The other night I had a great conversation with a client at our MDM/BI Summit in Grapevine regarding IoT and risk management. And what we began to realize was that a tightly integrated, end-to-end, automated solution, can create a decent amount of risk.
For example, remember the “Flash Crash” of 2010 created by automated, algorithmic trading and day traders? (See WSJ blog here). The government is still trying to figure out exactly what happened there..and what — if anything — can be done to prevent it again.
That’s when we started to discuss the need for circuit breakers, or a fail-safe, or kill switch within an IoT solution. This is something that is built into the solution, by design, so that IT has the ability to stop automated actions when they can see that things have gone haywire. Why would such a circuit breaker be necessary? Well, when one is collecting stream data in real-time, and using smart machine-learning algorithms that can not only prescribe an action, but can actually take it, all within seconds, then the potential for catastrophic events can occur.
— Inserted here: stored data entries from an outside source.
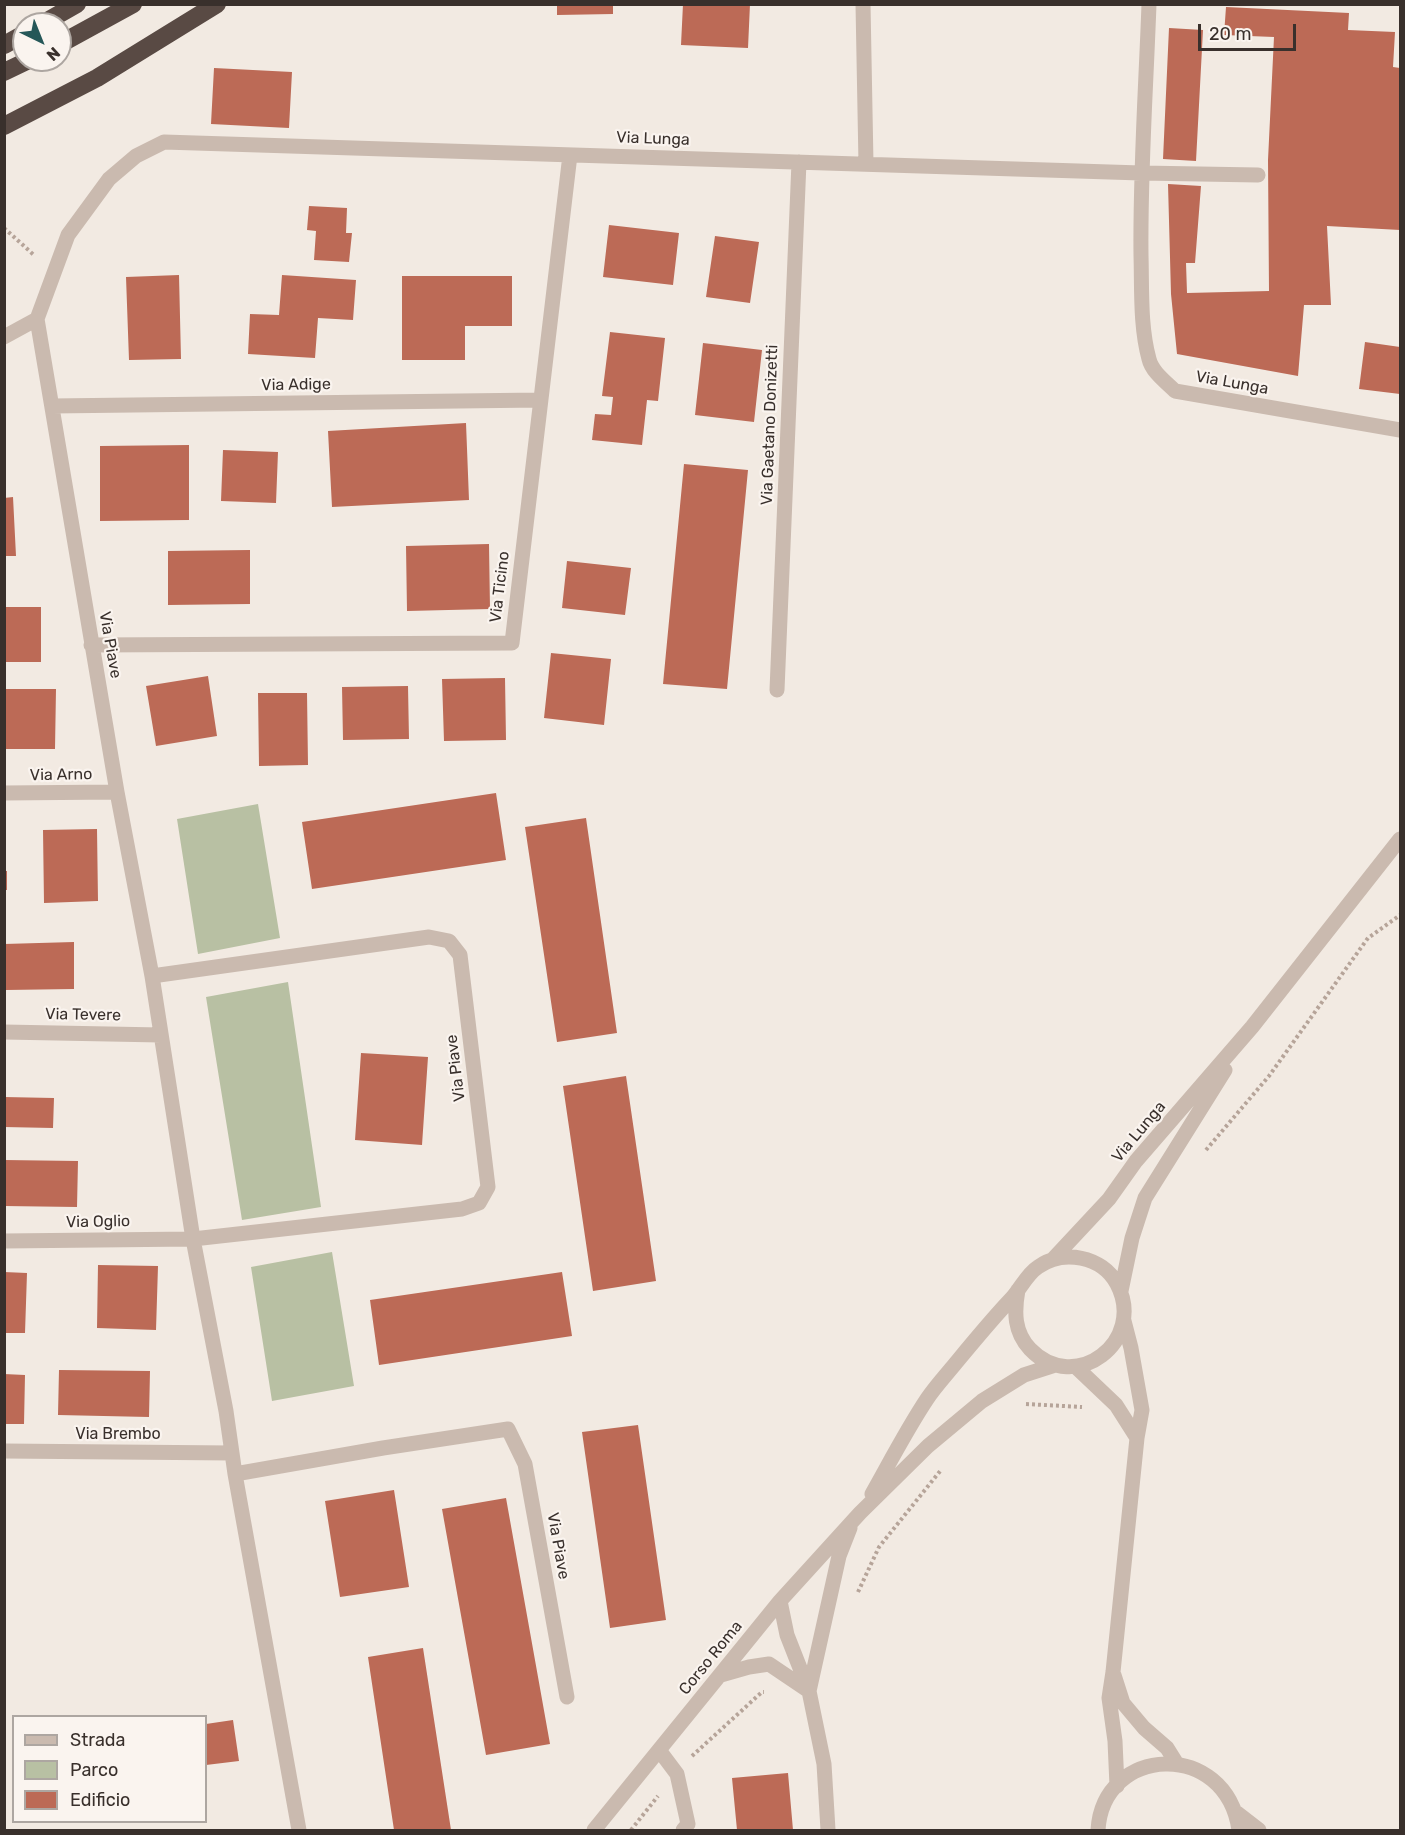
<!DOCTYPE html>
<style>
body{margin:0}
#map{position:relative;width:1405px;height:1835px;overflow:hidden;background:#f2eae2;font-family:Rubik,sans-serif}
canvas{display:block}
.frame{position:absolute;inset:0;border:6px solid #39302c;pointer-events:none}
.legend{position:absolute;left:12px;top:1715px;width:195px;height:108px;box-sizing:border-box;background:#faf4ef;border:2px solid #ada6a1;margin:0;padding:8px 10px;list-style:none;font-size:18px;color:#39302c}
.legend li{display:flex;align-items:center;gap:12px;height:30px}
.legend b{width:30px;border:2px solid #ada6a1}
.north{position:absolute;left:12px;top:12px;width:60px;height:60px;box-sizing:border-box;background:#faf4ef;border:2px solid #ada6a1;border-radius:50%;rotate:137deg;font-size:16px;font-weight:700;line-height:24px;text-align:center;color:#39302c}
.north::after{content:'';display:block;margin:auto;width:21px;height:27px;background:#255758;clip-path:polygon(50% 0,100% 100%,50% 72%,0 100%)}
.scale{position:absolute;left:1198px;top:24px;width:98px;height:27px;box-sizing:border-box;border:3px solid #39302c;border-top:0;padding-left:8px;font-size:18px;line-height:21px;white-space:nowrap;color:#39302c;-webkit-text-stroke:4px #faf4ef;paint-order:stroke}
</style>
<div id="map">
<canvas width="1405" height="1835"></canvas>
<div class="frame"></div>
<ul class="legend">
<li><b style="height:8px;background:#cabaaf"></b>Strada</li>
<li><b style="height:16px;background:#b8c0a3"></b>Parco</li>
<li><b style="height:16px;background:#bc6a56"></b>Edificio</li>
</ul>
<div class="north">N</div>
<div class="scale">20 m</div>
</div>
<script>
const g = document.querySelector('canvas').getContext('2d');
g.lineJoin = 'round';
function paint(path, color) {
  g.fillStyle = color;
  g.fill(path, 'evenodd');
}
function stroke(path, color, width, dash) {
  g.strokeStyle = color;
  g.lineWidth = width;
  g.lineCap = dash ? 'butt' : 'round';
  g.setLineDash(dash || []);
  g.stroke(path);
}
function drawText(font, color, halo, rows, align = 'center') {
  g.font = font + ' Rubik,sans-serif';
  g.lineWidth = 4.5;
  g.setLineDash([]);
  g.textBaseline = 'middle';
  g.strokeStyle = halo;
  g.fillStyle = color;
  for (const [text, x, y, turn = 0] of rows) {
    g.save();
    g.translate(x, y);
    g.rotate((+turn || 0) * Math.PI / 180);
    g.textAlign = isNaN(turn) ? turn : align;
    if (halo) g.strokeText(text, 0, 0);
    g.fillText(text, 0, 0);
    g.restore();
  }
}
paint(new Path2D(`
 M258,804L280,938L198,954L177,819Z
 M288,982L321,1207L242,1220L206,997Z
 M332,1252L354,1386L272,1401L251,1267Z`), '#b8c0a3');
paint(new Path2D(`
 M557,4H613V14L557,15Z
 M683,4H750L748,48L681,45Z
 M1226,7L1349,13L1348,30L1395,32L1393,67L1400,68V230L1327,226L1331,305H1304L1298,376L1177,354L1171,294L1168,184L1201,186L1195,263H1186L1187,293L1269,291L1268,160L1274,37L1224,35Z
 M1169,28L1203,30L1196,161L1163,159Z
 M214,68L292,72L289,128L211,124Z
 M309,206L347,208L346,233H352L349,262L314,260L316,231L307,230Z
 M609,225L679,233L673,285L603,277Z
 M715,236L759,242L750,303L706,297Z
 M179,275L181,359L129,360L126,277Z
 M282,275L356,280L353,320L318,318L315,358L248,354L250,314L279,315Z
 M402,276H512V326H465V360H402Z
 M610,332L665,338L658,401L647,400L642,445L592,440L595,414L611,415L613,397L602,396Z
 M1365,342L1400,347V394L1359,389Z
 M703,343L762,350L754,422L695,415Z
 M466,423L469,500L332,507L328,431Z
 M189,445V520L100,521V446Z
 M223,450L278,452L276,503L221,501Z
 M684,464L748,470L727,689L663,684Z
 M13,497L16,556H4V498Z
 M489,544L490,609L407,611L406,546Z
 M250,550V604L168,605V551Z
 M567,561L631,568L625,615L562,608Z
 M4,607H41V662H4Z
 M551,653L611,659L604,725L544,718Z
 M208,676L217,736L156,746L146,686Z
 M505,678L506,740L444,741L442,679Z
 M408,686L409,739L343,740L342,687Z
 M4,689H56L55,749H4Z
 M258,693H307L308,765L259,766Z
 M496,793L506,860L312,889L302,822Z
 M586,818L617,1033L557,1042L525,827Z
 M97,829L98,901L44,903L43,830Z
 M4,871H7V890H4Z
 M74,942V989L6,990L4,944Z
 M361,1053L428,1057L422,1145L355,1140Z
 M626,1076L656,1281L593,1291L563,1086Z
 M4,1097L54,1098L53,1128L4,1127Z
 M4,1160L78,1161L77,1207L4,1206Z
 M98,1265L158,1266L156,1330L97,1328Z
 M4,1272L27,1273L25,1333H4Z
 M562,1272L572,1336L379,1365L370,1300Z
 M59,1370L150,1371L149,1417L58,1415Z
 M4,1374L25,1375L24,1424H4Z
 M638,1425L666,1620L610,1628L582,1432Z
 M394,1490L409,1587L340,1597L325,1501Z
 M506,1498L550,1744L486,1755L442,1509Z
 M423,1648L451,1830H394L368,1657Z
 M233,1720L239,1761L206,1765V1724Z
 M788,1773L793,1830H737L732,1778Z`), '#bc6a56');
stroke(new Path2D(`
 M4,228L35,256
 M1206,1150L1269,1076L1368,938L1400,915
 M1026,1404L1082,1407
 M858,1592L879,1547L941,1470
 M692,1756L762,1692H764
 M631,1830L658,1796`), '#b6a499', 4, [3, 3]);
stroke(new Path2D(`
 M863,4L866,164
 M1149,4C1146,88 1140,171 1141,255C1142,290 1140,326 1149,359C1152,372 1166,382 1175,391L1400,430
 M37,319L117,792L152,976L193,1239L226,1411L235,1474L299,1830
 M4,337L37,319L68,235L109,179L136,156L164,142L1141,173L1258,175
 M52,406L540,400
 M91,645L512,643L570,155
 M777,690L799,162
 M4,793L117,792
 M4,1032L161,1035
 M4,1241L193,1239L462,1209L479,1203L488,1187L460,955L449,941L429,937L152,976
 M1053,1259L1109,1199L1136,1161L1252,1027L1400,839
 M1121,1291L1132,1238L1145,1198L1225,1070
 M1076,1367L1116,1405L1137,1438
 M4,1451L232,1453
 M235,1474L383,1448L508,1429L525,1464L567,1697
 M872,1494C890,1462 907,1429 927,1399C935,1387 946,1375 955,1364C974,1341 992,1319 1012,1298C1021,1288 1027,1274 1038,1267C1063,1249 1102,1256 1117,1284C1147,1341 1075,1396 1030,1349C1014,1332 1014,1312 1018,1290
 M780,1601L787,1635L809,1691L824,1764L828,1830
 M721,1675L749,1667L769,1664L809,1691
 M1114,1675L1123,1703L1144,1728L1167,1748L1177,1764
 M809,1691L839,1556L850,1528
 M659,1750L677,1774L688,1824L683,1830
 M1117,1786L1115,1741L1109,1698L1113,1672L1137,1438L1142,1410L1131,1348L1124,1321
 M1237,1813L1259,1830
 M594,1830L780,1601L860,1513L928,1446L982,1401L1024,1375L1055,1365
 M1098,1830C1103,1745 1226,1739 1239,1830`), '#cabaaf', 15);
stroke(new Path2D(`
 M42,24L77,4
 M60,44L133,4
 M4,45L24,34
 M4,72L29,60
 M4,126L97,78L217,4`), '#594a44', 18);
drawText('16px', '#39302c', '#faf4ef', [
 ["Via Lunga",653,139,2],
 ["Via Lunga",1232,383,10],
 ["Via Adige",296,385,-1],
 ["Via Gaetano Donizetti",770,425,-88],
 ["Via Ticino",500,587,-83],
 ["Via Piave",110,645,80],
 ["Via Arno",61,775,-1],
 ["Via Tevere",83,1015,1],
 ["Via Piave",456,1068,-97],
 ["Via Lunga",1139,1132,-50],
 ["Via Oglio",98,1222,-1],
 ["Via Brembo",118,1434],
 ["Via Piave",558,1546,80],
 ["Corso Roma",711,1658,-51]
]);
</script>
So, the client and I agreed that circuit breakers are a good thing in automated IoT systems, but the conversation quickly turned to “how”. How do we build circuit breakers? What are the best implementations for IoT automation fail safes? Here’s a few:
- Shutdown some or all of the machine learning systems or prescriptive analytics software that recommend a course of action in the IoT Platform. This would mean that one might actually miss a real/necessary action to take. Actions could be cached and replayed.
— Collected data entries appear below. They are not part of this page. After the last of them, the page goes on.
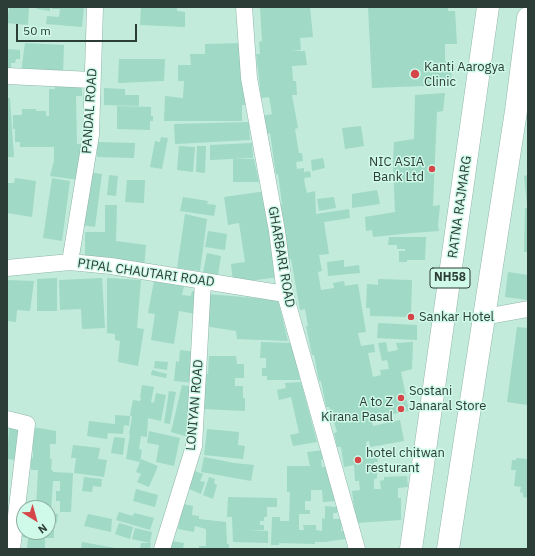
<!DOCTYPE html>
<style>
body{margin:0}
#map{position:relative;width:535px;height:556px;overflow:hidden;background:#c2ebdc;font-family:"IBM Plex Sans",sans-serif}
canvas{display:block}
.frame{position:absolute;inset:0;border:8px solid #2c3d37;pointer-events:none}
.north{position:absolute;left:16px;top:500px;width:40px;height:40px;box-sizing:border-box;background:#cff9e9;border:1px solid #8eaea2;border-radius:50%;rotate:143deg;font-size:11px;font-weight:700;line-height:16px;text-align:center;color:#2c3d37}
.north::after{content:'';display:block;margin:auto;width:14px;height:18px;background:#d64648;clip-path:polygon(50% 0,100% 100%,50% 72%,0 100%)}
.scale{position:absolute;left:16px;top:24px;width:121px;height:18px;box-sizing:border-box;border:2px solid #2c3d37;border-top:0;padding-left:5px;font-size:12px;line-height:14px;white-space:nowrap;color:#2c3d37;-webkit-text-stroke:3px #cff9e9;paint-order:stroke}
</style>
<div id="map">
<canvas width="535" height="556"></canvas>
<div class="frame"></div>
<div class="north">N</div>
<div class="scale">50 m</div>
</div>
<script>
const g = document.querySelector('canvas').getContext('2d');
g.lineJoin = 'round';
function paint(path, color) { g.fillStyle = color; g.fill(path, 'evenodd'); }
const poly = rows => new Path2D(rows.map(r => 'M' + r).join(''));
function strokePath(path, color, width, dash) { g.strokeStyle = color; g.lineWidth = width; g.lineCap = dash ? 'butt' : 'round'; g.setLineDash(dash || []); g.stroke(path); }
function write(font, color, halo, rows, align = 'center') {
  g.font = font + ' "IBM Plex Sans",sans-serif'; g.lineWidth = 3; g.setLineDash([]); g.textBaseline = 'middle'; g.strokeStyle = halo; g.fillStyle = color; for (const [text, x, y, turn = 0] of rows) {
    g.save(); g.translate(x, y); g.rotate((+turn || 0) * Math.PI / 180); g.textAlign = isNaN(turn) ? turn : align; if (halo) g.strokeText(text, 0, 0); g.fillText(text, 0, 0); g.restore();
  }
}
paint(poly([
 [9,7,29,7,28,25,7,23],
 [37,7,50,7,50,11,37,9],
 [52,7,84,7,82,27,46,24,47,16,59,17,60,9,52,9],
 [141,7,177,7,177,11,185,12,185,27,140,25],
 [260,7,310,7,313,37,300,38,301,50,291,51,305,51,307,65,292,66,293,81,296,81,297,95,292,95,298,128,295,129,299,153,302,153,303,161,296,162,297,169,304,168,304,172,310,171,311,177,304,178,305,185,307,193,315,191,316,214,349,209,350,218,324,222,329,254,319,255,322,271,318,272,321,290,334,288,333,283,344,281,345,286,358,284,366,332,358,333,361,346,374,344,375,352,368,353,373,377,381,375,380,370,389,369,387,360,382,361,378,343,386,342,388,352,398,350,396,343,413,342,412,369,401,372,409,411,371,418,373,426,400,420,404,441,370,447,369,441,366,442,368,454,376,453,378,462,374,462,374,468,377,468,377,478,374,479,374,489,381,489,380,481,384,480,384,477,407,476,408,487,398,488,398,498,401,498,401,520,356,523,352,491,360,490,359,481,355,481,354,465,344,467,341,447,337,447,334,433,337,432,335,425,329,407,326,407,321,381,319,381,314,355,312,355,306,326,308,326,305,309,300,310,291,259,289,260,280,204,282,204,278,174,276,175,270,133,267,134,263,116,272,114,269,97,261,98,258,69,256,54,260,54,259,42,262,41],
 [368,7,448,7,448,11,455,11,457,44,445,44,445,61,452,62,451,85,372,88],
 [25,43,64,45,63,74,21,73],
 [243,43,246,105,242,105,242,121,164,121,165,96,183,98,184,81,178,81,178,65,191,65,190,54,205,54,205,44],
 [7,49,20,50,20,59,16,59,15,63,11,63,11,74,7,74],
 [119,59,165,59,164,81,118,83],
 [55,85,82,85,82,96,76,96,77,144,83,144,79,180,50,176,54,161,54,147,20,147,20,142,15,142,15,129,13,129,13,115,22,115,22,109,36,109,36,111,46,111,46,116,49,116,49,89,55,89],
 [104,88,125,89,125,95,139,95,139,106,104,105],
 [445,93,443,111,437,112,433,206,440,205,438,226,439,231,412,233,373,237,372,230,366,231,365,217,395,212,393,166,394,142,414,139,415,95],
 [7,98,10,98,14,157,7,157],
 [117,106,151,107,151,116,153,116,153,121,150,121,150,130,117,129],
 [249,122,250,140,175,144,174,124],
 [361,126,364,146,345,149,342,128],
 [161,137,168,138,162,169,150,167,155,141,160,142],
 [97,142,135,143,134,158,97,157],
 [252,143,253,158,210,160,210,145],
 [179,146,195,147,193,172,177,170],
 [197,146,206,146,205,173,196,172],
 [323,158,325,168,312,171,311,160],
 [233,159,254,159,259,182,233,182],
 [88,172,102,174,95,227,81,225],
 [109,175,118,176,116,196,107,195],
 [528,175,528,206,527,206,524,176],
 [15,178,36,181,32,217,7,213,7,183,14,183],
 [52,178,70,181,62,241,43,238],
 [127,180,145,180,144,203,125,202],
 [377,190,380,204,352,208,352,194],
 [266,191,279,277,233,283,231,264,245,262,239,223,228,225,224,197],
 [183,197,208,201,207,204,216,205,214,216,180,211],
 [334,197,336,208,319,211,317,199],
 [105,205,117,205,116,241,146,245,144,268,85,260,85,232,105,232],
 [525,208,528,208,528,252,524,252],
 [185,214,207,219,200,271,177,268],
 [208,231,227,234,225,250,205,247],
 [389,237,426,237,425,260,407,260,407,262,399,262,399,251,405,251,405,249,397,249,397,245,388,245],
 [207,253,221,256,218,275,203,272],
 [344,260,344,267,359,265,360,273,328,276,327,262],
 [508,272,528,275,528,300,505,297],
 [57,278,57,311,37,311,37,279],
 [102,278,105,328,82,329,81,309,60,310,59,280],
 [107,278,141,280,137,328,144,329,138,366,118,362,120,341,115,340,115,334,107,333],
 [378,279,412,280,411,317,370,316,370,308,366,308,367,284,378,285],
 [7,280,34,281,30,311,17,310,16,322,7,321],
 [154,281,184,286,182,295,191,296,192,291,199,292,196,314,179,311,174,344,151,340,155,314,148,313],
 [208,294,278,300,288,341,237,339,236,331,204,326],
 [378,323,417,325,417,340,377,338],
 [517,327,528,328,528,405,507,402],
 [261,342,293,343,300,380,267,380,267,376,262,376,262,368,266,368,266,358,260,358],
 [180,350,197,352,194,383,174,381,176,361,179,362],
 [209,356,236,356,237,364,244,364,244,378,235,378,235,386,243,386,243,398,245,398,245,411,203,409,204,374,208,374],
 [155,361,168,362,167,370,154,368],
 [152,370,167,374,166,378,151,375],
 [301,382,317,442,293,446,290,435,299,433,291,397,279,400,277,390,286,388,285,383],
 [142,385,154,387,151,402,154,403,156,393,166,395,161,421,148,418,147,437,141,436,139,449,142,450,140,462,126,459,130,434,129,434,132,417,130,415,133,400,140,401,141,397,140,397],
 [182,385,194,387,189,437,171,432],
 [169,391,176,392,170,424,164,423],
 [115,415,130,416,129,426,124,425,123,434,108,433,107,439,87,436,89,421,115,424],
 [33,427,56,431,56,444,50,444,50,459,52,459,51,470,53,470,53,472,73,473,71,512,60,512,60,501,56,501,56,491,60,491,60,481,53,481,51,512,48,512,48,508,36,508,38,470,31,470,31,458,33,458],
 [9,428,23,429,16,460,7,459],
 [207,429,239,432,238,445,245,446,243,459,204,455],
 [149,431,180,438,174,466,156,462,159,445,147,443],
 [114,437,125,438,123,455,111,453],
 [73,445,100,448,98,459,107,460,104,477,74,473,76,458,71,458],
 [324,450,326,458,321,460,322,467,329,467,336,501,323,502,322,490,311,490,311,501,305,501,305,510,310,510,310,514,299,514,299,530,304,530,303,525,316,525,316,530,322,531,322,518,325,519,325,506,337,507,337,513,333,513,333,519,342,519,341,531,345,531,345,539,325,542,315,542,315,544,279,543,279,545,271,545,272,517,280,517,280,521,289,521,290,492,287,492,287,466,310,466,307,452],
 [204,457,234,463,254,465,251,481,201,472],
 [516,458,528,459,528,498,523,497,523,493,520,492,521,487,514,486,516,470,511,470,512,460,516,460],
 [141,459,158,466,149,487,137,482,141,474,136,472],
 [192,470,203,474,200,481,205,482,201,494,187,488],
 [84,477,102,479,101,487,93,486,92,492,82,491],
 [209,477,215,479,214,483,217,485,213,499,203,495],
 [136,489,158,495,155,507,133,501],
 [228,497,277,498,277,507,267,507,267,517,264,517,264,521,260,521,260,525,264,525,264,530,248,530,268,531,268,543,233,542,232,517,227,517],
 [183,504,193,506,192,515,199,516,199,519,226,522,227,544,229,544,229,549,199,549,199,546,206,546,206,529,195,526,194,532,178,529],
 [119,512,133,516,134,513,154,518,150,530,116,520],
 [50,513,58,514,57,523,50,522],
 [88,514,112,519,111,532,84,526],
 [119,523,133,527,130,539,115,534],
 [21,527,24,528,24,532,48,532,48,529,54,529,54,538,45,538,45,549,27,549,28,538,22,537],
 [135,528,152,532,150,543,132,539],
 [171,541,184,543,183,549,169,549],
 [82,542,115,548,115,549,81,549],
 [141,543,151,543,150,549,140,549]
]), '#a0d9c5');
const minor = poly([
 [244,7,249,78,277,231,285,294,357,549],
 [7,76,92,80],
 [70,262,91,135,95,7],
 [7,268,70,262,111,266,285,294],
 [484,317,528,309],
 [7,419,27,424,12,549],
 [162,549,194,446,203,281]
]);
const trunk = poly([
 [411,549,488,7],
 [448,549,516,111,528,18]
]);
strokePath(minor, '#8eb6a8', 17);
strokePath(trunk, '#8eb6a8', 23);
strokePath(minor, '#fff', 16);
strokePath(trunk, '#fff', 22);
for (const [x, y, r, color] of [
 [415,74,5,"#d64648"],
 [432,169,4,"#d64648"],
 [411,317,4,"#d64648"],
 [401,398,4,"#d64648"],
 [401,409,4,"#d64648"],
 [358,460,4,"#d64648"]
]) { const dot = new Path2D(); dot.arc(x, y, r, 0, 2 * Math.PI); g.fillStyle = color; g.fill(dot); strokePath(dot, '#cff9e9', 1.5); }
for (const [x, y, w] of [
 [450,278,40]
]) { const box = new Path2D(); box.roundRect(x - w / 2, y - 10, w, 20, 3); g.fillStyle = '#cff9e9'; g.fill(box); strokePath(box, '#2c3d37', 1); }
write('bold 12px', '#2c3d37', null, [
 ["NH58",450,278]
]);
write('13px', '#2c3d37', '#cff9e9', [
 ["Kanti Aarogya",424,67],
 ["Clinic",424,82],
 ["NIC ASIA",424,162,"right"],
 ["Bank Ltd",424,177,"right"],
 ["Sankar Hotel",419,317],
 ["Sostani",409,391],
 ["Janaral Store",409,406],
 ["A to Z",393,402,"right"],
 ["Kirana Pasal",393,417,"right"],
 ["hotel chitwan",366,453],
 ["resturant",366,468]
], 'left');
write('13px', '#2c3d37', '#cff9e9', [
 ["PANDAL ROAD",90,111,-86],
 ["RATNA RAJMARG",460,207,-82],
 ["GHARBARI ROAD",281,257,80],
 ["PIPAL CHAUTARI ROAD",146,273,8],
 ["LONIYAN ROAD",195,405,-85]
]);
</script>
- Shutdown some or all of the streaming ingestion/processing engines. This will probably result in lost data (unless the sending device or aggregation point can queue up data), which may be acceptable.
- Use anomoly detection software to prevent inaccurate data from entering the system that might trigger unwanted automated actions.
- Put in a software gate, where the system cannot scale up without authorization. If the IT organization sees that the situation is normal, then they can spin up additional resources when system demand is needed. This can create human-dependent bottlenecks, but that’s kinda the idea.
- Put in a software “dead man’s switch”. This would something like, if any of the necessary processing software is overwhelmed or unexpectedly crashes, then all the other systems stop too. This requires synchronization between all of the various parts in the solution, but might be necessary in some instances.
- Ultimately, one can turn off physical machines. Although drastic, sometimes it may be the last resort.
Whatever the case, it seems wise to build in circuit breakers into your IoT Solution and test them in non-production environments to ensure that they work.
What are some ideas you have for IoT circuit breakers?